Which brings me back to puncepts and order. If puncepts are an example of a good way to create new topoitic paths of invention, and if those paths somehow disrupt the current order, that's only going to be temporary. Once an idea begins to circulate, whether through a textbook, or lore, or professional workshops, blogs, conferences, email lists, or other means, it becomes absorbed, and goes from revolutionary to merely evolutionary before settling down into routine. In other words, it becomes codified.
What gets lost in the transition from new to codified is the excitement of something being risky, rare, and well, a bit disorderly because it's an experiment. What is also often lost are the intellectual excitements that made an idea new. We see it in terms that were once liberating to the field, and needed to used with some explanation of what they meant, like "writing process," and that are now taken for granted and attached to the original insights and research that lead to the term by a kind of collective shorthand. Jenny Edbauer, I think, is getting at this process of loss, as order inevitably finds a way to codify (and commodify) what was once unodered. Her post to WPA-L on rhetorical analysis essays turning up in paper mills is a good example.
What's useful too, in this context, are two things. Ideas like those Rice pursues which attempt to bring something new to the mix, in this case, puncept as a way of invention, and work like Edbauer's, where if I'm reading right, she's trying to, in her dissertation, make the familiar, rhetorical analysis, strange again by rediscovering and recalling forth the circumstances that made the approach exciting and unpaper millable. In her case the move to do this is to bring back the complexity at the root of such assignments and to remind instructors that the complexity is required. These teaching things --by which I mean not just rhetorical analysis assignments or a given invention strategy-- to work well, can't be rote or routine. They need to be invented anew each time.
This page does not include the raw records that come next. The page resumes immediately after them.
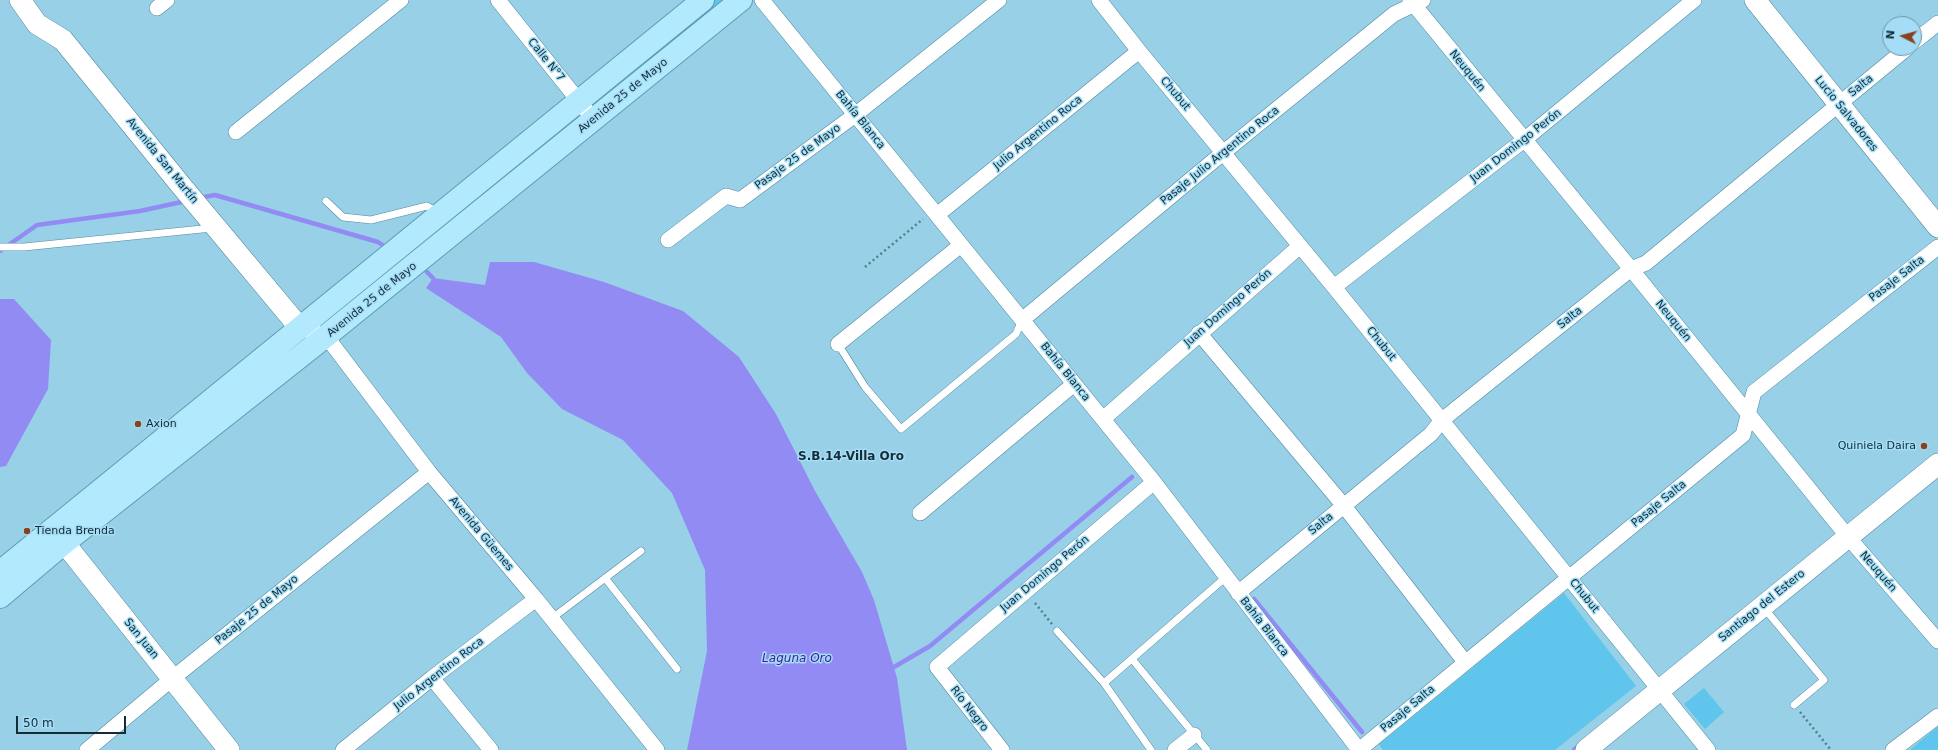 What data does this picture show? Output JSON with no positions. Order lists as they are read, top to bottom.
{
  "streets": {
    "main road": ["Avenida 25 de Mayo"],
    "street": [
      "Calle N°7",
      "Neuquén",
      "Salta",
      "Chubut",
      "Lucio Salvadores",
      "Bahía Blanca",
      "Julio Argentino Roca",
      "Juan Domingo Perón",
      "Pasaje Julio Argentino Roca",
      "Pasaje 25 de Mayo",
      "Avenida San Martín",
      "Pasaje Salta",
      "Avenida Güemes",
      "Santiago del Estero",
      "San Juan",
      "Río Negro"
    ]
  },
  "crossings": [
    ["Calle N°7", "Avenida 25 de Mayo"],
    ["Neuquén", "Salta"],
    ["Neuquén", "Juan Domingo Perón"],
    ["Neuquén", "Pasaje Julio Argentino Roca"],
    ["Neuquén", "Pasaje Salta"],
    ["Neuquén", "Santiago del Estero"],
    ["Salta", "Chubut"],
    ["Salta", "Lucio Salvadores"],
    ["Salta", "Bahía Blanca"],
    ["Chubut", "Julio Argentino Roca"],
    ["Chubut", "Juan Domingo Perón"],
    ["Chubut", "Pasaje Julio Argentino Roca"],
    ["Chubut", "Pasaje Salta"],
    ["Chubut", "Santiago del Estero"],
    ["Avenida 25 de Mayo", "Avenida San Martín"],
    ["Avenida 25 de Mayo", "Avenida Güemes"],
    ["Avenida 25 de Mayo", "San Juan"],
    ["Bahía Blanca", "Julio Argentino Roca"],
    ["Bahía Blanca", "Juan Domingo Perón"],
    ["Bahía Blanca", "Pasaje Julio Argentino Roca"],
    ["Bahía Blanca", "Pasaje 25 de Mayo"],
    ["Bahía Blanca", "Pasaje Salta"],
    ["Julio Argentino Roca", "Avenida Güemes"],
    ["Juan Domingo Perón", "Río Negro"],
    ["Pasaje 25 de Mayo", "Avenida Güemes"],
    ["Pasaje 25 de Mayo", "San Juan"]
  ],
  "districts": ["S.B.14-Villa Oro"],
  "water": ["Laguna Oro"],
  "places": ["Axion", "Quiniela Daira", "Tienda Brenda"],
  "scale_bar": "50 m",
  "north": "left"
} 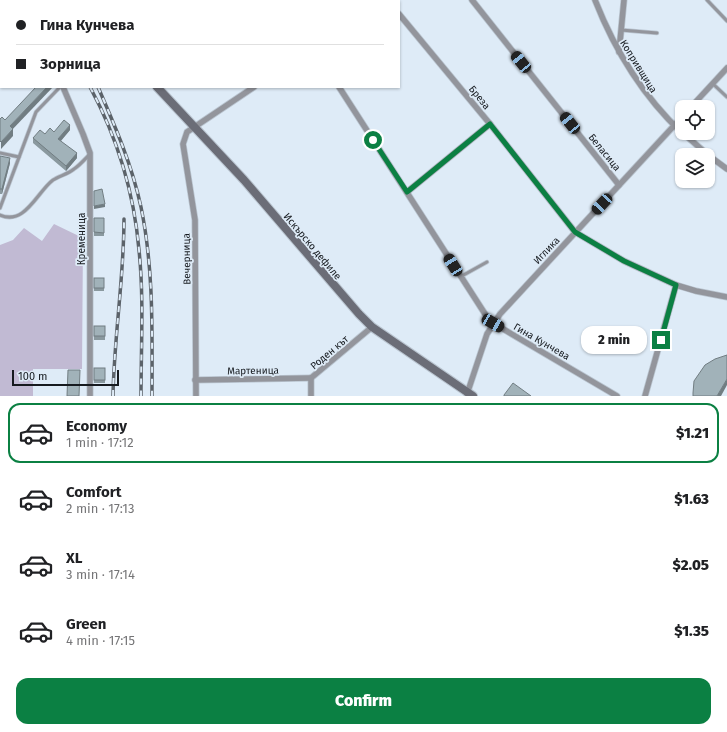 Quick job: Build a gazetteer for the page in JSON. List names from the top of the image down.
{
  "streets": {
    "main road": ["Искърско дефиле"],
    "street": [
      "Копривщица",
      "Бреза",
      "Беласица",
      "Кременица",
      "Иглика",
      "Вечерница",
      "Гина Кунчева",
      "Роден кът",
      "Мартеница"
    ]
  },
  "crossings": [
    ["Копривщица", "Иглика"],
    ["Бреза", "Иглика"],
    ["Беласица", "Иглика"],
    ["Искърско дефиле", "Иглика"],
    ["Искърско дефиле", "Вечерница"],
    ["Искърско дефиле", "Роден кът"],
    ["Иглика", "Гина Кунчева"],
    ["Вечерница", "Мартеница"],
    ["Роден кът", "Мартеница"]
  ],
  "scale_bar": "100 m",
  "page": {
    "banner": ["Гина Кунчева", "Зорница"],
    "bubble": "2 min",
    "scale": "100 m",
    "list": [
      {
        "name": "Economy",
        "note": "1 min · 17:12",
        "value": "$1.21"
      },
      {
        "name": "Comfort",
        "note": "2 min · 17:13",
        "value": "$1.63"
      },
      {
        "name": "XL",
        "note": "3 min · 17:14",
        "value": "$2.05"
      },
      {
        "name": "Green",
        "note": "4 min · 17:15",
        "value": "$1.35"
      }
    ],
    "buttons": "Confirm"
  }
}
The question I always wonder about is can you make and sustain huge changes, upset a given order, in an institutional context without going about it very deliberatively and patiently and politically astutely. In other words, in an orderly fashion. When departments undergo radical revisions in direction without building consensus and support, they're often disbanded, abandoned, or the WPA is replaced and reputiated. Those failures are often about a failed revolutionary approach, a failed cult of personality at the top (Not always of course; we've seen great programs gutted for no logical reason, which leads to the cause in the final clause.) , or the perception from higher powers that be than the WPA that what the program is doing isn't worth pursuing. And what happens when programs implode, or get taken over? What happens to those people, those faculty and students? Where do they go and what do they become?
So I don't see how a WPA can proceed without some order. Or how a textbook can be orderless, even if it were purely hypertextual in every sense of that word. But it should be possible to create a model where there was room for recreation and reinvention.
I doubt, though, that within an institution as conservative in purpose and goals as a college, you're going to have any truely revolutionarily unordered approaches. Even a Montesorri college, where there such a thing, would not be unordered. If only because there's a theory to give it shape and order.